Any way I did want to tell you I was sorry for not just telling you what was going on, but my attorney advised me not to let anyone one know unless they asked out right, and not to lie if I were asked.


Her reply:

What you did to us was very fallacious. Sorry is not an option.


What a pain you are thinking at this time right?

My last reply to her:

No it was not. You can think what ever you want to. I did nothing wrong. I told you I was going to try to get the kids. And if that means Josh also, then so be it. Just last week you were saying you were going to go into court and tell me to let me have her. Now I do not want to dwell on the past nor do I want this to be and issue. You should be happy that I want her home. You are the one that always says you don't have the money and how hard it is to raise her. All I want is my children to be home. Nothing more nothing less. And yes I feel more then ready to take the responsibility that should have been mine for the past 5 yrs. For once in your life be happy that I am finishing what I started. You were the one that said I never finish anything, well I did get my ged, a job, and I was the one that said I would not stop fighting to get my children home even when you told me to quit and give up. She is my daughter and her place is home with me. No matter what mistakes made in the past can not be changed, don't matter if you made them raising me or me raising my children.
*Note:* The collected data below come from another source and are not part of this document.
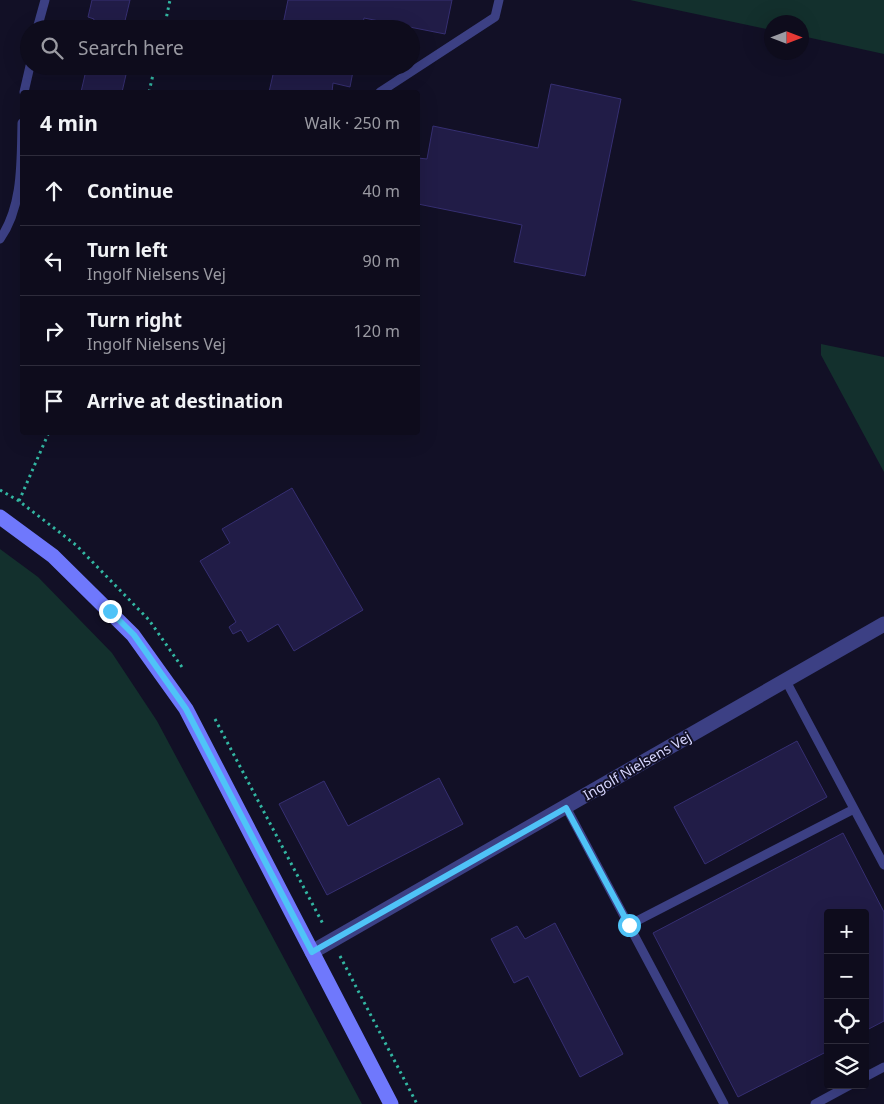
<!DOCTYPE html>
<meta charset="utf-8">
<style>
body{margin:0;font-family:"Noto Sans",sans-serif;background:#1c1a29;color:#f1f3f6}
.controls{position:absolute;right:15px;bottom:15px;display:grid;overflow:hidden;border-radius:5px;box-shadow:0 5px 20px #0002}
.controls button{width:45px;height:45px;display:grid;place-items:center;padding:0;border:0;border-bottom:1px solid #2e2c3b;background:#0e0c1c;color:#f1f3f6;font:25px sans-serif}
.compass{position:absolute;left:764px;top:15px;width:45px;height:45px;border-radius:50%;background:#0e0c1c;box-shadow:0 5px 20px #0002;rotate:90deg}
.stop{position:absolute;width:15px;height:15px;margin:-11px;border:4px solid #4fc3f7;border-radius:50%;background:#fff}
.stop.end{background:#4fc3f7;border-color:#fff;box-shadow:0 1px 5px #0008}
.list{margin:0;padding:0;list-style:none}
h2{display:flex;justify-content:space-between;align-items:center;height:65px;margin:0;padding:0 20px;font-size:21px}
h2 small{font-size:16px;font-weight:400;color:#9b9ba3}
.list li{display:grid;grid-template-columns:32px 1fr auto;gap:15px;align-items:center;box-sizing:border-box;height:70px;padding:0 20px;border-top:1px solid #2e2c3b}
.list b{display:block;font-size:19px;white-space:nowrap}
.list p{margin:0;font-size:16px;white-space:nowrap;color:#9b9ba3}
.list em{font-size:16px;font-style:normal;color:#9b9ba3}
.icon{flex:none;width:28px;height:28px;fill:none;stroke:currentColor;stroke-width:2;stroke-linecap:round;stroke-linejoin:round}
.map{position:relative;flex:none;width:884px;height:1104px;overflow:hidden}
.search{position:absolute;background:#0e0c1c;box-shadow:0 5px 20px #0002;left:20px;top:20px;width:400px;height:55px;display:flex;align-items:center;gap:12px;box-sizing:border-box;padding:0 18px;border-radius:28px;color:#9b9ba3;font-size:19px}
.panel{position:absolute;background:#0e0c1c;box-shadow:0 5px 20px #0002;left:20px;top:90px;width:400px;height:345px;border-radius:5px}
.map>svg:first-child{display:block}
</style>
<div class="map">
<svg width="884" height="1104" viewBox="0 0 884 1104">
<rect width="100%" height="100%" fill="#121026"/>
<path fill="#13302d" d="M630,0h254v54l-82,-18v-14h-30l-1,8z
M821,344l63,13v115l-63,-117z
M0,549l38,28 74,76 45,68 205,383h-362z"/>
<path fill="#211c47" stroke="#362f72" d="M92,0h38l-7,29h-31l2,-10 -6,-2z
M288,0h164l-7,34 -81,-16 -2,11h-80z
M87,66h41l-6,26h-41z
M275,66h79l-4,21 -17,-4 -1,9h-63z
M551,84l70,15 -36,177 -71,-14 8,-37 -104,-21v-46l9,1 6,-33 105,22z
M292,488l71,122 -69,41 -16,-27 -30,18 -7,-12 -8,4 -4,-7 7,-5 -36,-61 30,-18 -8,-14z
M797,741l30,56 -122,67 -31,-57z
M439,778l24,46 -136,71 -48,-91 45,-23 24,45z
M843,833l41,79v109l-19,10v-118h-37v138l-90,46 -85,-164z
M555,923l68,131 -43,23 -52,-101 -14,7 -23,-44 26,-13 8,13z"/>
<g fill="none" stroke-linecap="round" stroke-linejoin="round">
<path stroke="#32b6a2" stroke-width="3" stroke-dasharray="2.5 4" stroke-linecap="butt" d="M164,29l6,-29
M149,92l6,-26
M0,490l19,11 57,44 73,75 35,50
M19,501l30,-69
M215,719l108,205
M340,956l77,148"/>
<path stroke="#3c4084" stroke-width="9" d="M37,29l8,-29
M24,92l6,-26
M380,92l115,-75 4,-17
M0,239c23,-33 21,-77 22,-116
M786,681l98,184
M566,807l158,297
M629,925l225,-116
M865,1077l19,-10
M815,1104l35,-19"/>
<path stroke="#3c4084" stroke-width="15" d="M312,952l572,-328"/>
<path stroke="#6f78fc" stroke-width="15" d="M0,517l53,39 80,79 53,74 205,395"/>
</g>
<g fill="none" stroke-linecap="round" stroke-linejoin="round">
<path stroke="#4fc3f7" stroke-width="6" d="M110,611l24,24 52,74 126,243 254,-144 63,117"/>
</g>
<g text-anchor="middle" stroke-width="4" stroke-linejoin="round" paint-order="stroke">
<g font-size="14" fill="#d7d6fe" stroke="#121026">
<text transform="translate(637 766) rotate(-30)" y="5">Ingolf Nielsens Vej</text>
</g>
</g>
</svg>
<div class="controls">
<button>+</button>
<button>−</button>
<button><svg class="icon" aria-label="locate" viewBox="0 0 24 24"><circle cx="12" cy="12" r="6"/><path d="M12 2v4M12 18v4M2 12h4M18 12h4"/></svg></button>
<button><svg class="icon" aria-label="layers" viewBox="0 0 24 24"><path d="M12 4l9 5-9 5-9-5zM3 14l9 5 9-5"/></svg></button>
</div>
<svg class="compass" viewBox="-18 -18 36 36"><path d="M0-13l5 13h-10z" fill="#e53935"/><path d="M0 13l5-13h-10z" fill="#9b9ba3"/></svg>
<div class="stop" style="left:629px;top:925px"></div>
<div class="stop end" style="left:110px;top:611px"></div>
<div class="search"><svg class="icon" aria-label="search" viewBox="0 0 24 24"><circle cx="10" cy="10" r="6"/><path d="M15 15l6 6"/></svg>Search here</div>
<section class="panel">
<h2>4 min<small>Walk · 250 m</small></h2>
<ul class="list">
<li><svg class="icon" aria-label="ahead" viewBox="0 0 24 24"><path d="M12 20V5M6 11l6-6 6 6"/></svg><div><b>Continue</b></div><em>40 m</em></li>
<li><svg class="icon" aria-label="left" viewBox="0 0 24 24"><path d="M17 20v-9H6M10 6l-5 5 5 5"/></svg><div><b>Turn left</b><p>Ingolf Nielsens Vej</p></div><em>90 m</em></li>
<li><svg class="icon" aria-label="right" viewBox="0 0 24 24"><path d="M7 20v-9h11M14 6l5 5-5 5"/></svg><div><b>Turn right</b><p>Ingolf Nielsens Vej</p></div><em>120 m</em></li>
<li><svg class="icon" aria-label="arrive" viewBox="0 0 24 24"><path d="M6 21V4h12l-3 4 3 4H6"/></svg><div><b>Arrive at destination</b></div></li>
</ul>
</section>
</div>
I am going to finish this and I will get my kids home. You know you might not be proud of me, nor like me. But I am your daughter. You were the one that cut me out of your life for years not the other way around. You might have felt like you did not have a daughter, but at the same time I felt like I did not have a mother or a father, and still I feel the need to prove things to you both. That is not right nor is if fair. I am your flesh and blood no matter what, and a name is just a name, no matter how shinny you try to keep it. People do change, and so does the world but family is always supposed to stick together, I just wish my family would have done that instead of pushing me out in the cold. And that I will promise you I will never do to my children. I will teach them that family sticks together no matter how bad things get. That is more then I got. I have had to prove my self to just be your daughter. I never asked you to prove yourself to be my mother. But I am now. Be my mother and support what I am doing. Let me be a mother to my children. You never lost the time of being a mother like I have, and not able to get memories back that were taken.
You got all of that. Let the past die mother, and look at the future. At least you and dad can now enjoy the "GOLDEN YEARS" like you said you wanted to do and never fail to mention, and not raise my daughter. Stop yelling and complaining mother. It is not doing any good. Be happy that you can now do the things you want to do.